Introduction
Data standards play a pivotal role in research, enabling discoveries to be validated, replicated, and built upon by promoting consistency and shared norms. The phrase “data standard” is used to describe a vast array of normalizing practices, including the use of specific file formats, collection instruments, practices for identifying the provenance of materials, and approaches to documentation. While this range of applications is a clear indication of the importance of data standards, it is also a barrier to educational efforts. The topic quickly becomes overwhelming for researchers and support staff alike.
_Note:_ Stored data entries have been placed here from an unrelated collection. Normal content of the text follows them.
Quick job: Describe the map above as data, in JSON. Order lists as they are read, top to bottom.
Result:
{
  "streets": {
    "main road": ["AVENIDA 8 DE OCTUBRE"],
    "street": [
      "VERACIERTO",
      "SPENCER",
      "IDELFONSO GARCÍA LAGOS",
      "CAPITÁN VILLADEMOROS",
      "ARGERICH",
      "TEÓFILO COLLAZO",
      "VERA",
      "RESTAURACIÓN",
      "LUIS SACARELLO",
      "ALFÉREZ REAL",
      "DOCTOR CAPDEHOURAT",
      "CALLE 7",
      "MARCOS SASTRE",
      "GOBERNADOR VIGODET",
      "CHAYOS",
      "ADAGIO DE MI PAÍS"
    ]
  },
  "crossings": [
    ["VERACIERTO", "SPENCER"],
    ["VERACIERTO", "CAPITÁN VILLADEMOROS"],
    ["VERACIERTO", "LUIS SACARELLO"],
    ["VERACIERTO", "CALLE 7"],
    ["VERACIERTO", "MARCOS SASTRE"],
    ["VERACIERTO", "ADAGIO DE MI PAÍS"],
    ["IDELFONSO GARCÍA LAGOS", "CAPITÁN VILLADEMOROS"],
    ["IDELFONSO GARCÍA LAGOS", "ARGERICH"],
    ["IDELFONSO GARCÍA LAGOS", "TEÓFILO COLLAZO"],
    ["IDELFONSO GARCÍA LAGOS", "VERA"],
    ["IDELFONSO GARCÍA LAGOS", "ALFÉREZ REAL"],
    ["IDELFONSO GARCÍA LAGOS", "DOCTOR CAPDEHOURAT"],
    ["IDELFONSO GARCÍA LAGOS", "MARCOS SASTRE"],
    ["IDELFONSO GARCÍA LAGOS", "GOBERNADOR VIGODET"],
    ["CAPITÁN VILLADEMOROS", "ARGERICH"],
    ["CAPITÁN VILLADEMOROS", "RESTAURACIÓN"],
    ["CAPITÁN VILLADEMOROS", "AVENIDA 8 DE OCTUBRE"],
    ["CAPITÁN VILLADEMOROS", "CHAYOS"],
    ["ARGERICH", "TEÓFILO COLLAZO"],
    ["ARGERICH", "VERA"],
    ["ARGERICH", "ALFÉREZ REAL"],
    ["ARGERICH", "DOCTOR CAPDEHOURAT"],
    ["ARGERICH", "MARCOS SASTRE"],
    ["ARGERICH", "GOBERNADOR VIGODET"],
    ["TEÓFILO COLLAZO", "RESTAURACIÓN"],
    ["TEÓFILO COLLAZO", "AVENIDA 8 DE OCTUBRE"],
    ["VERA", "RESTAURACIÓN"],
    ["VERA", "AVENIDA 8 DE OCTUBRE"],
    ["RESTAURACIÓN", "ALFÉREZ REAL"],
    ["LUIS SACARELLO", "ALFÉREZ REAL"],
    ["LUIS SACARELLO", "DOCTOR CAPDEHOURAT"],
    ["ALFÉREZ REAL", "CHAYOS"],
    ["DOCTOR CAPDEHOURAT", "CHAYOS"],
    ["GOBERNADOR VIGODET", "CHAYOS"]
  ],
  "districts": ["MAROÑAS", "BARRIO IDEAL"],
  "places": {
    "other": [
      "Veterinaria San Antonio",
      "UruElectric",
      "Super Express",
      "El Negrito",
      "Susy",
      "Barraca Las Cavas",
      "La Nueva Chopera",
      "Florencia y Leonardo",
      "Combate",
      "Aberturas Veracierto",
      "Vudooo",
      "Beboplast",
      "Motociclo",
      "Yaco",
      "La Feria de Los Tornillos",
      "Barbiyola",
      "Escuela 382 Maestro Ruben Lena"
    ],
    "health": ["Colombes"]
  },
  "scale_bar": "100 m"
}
Information professionals understand better than most how classification provides scaffolding that makes complex domains of knowledge easier to traverse. Yet despite our collective experience in developing such systems for knowledge organization, there is not yet a widely accepted approach to classifying research data standards. This gap directly impacts the ability of researchers and data professionals to identify relevant standards and increase their use in research. This is especially problematic as federal requirements for data management and sharing increasingly ask researchers to list the data standards used (National Institutes of Health 2020; National Science Foundation, n.d.). While from a workflow perspective it may be desirable to make standards invisible to the user (Sansone et al. 2019), in an educational context the objective is inverted. It is beneficial during data management consultation to help researchers identify and build upon their own best practices.
This paper briefly introduces key concepts relevant to research data standards, reviews existing classificatory approaches used by librarians and researchers, and finally proposes a draft classificatory matrix that is intended to instigate further discussion about standards education in the broader community of research data professionals.
Data Standards: A Crash Course
To support data sharing and re-use, it is important to implement standards for both primary data and the documentation, or metadata, that is used to contextualize it (Sansone et al. 2019; Strasser 2015). Standardizing primary data and metadata often accomplishes different goals. For example, establishing common definitions for parameters and concepts in primary data—such as through the use of an existing data collection instrument or by mapping variables to an ontology—allows for easier integration of disparate datasets. These types of standards create semantic compatibility by ensuring data “use and speak the same language” (National Institutes of Health 2018, 6). On the other hand, a metadata schema that specifies how documentation should be standardized does not guarantee that the primary data will be semantically similar enough to integrate because there may not be any variables in common. Instead, standardized metadata is important for ensuring detailed context about the original conditions and methods of the research, which is also likely to be needed in secondary analysis (Lind et al. 2011). To oversimplify, primary data standards can make it possible to integrate data, whereas metadata standards can provide the context about whether you should.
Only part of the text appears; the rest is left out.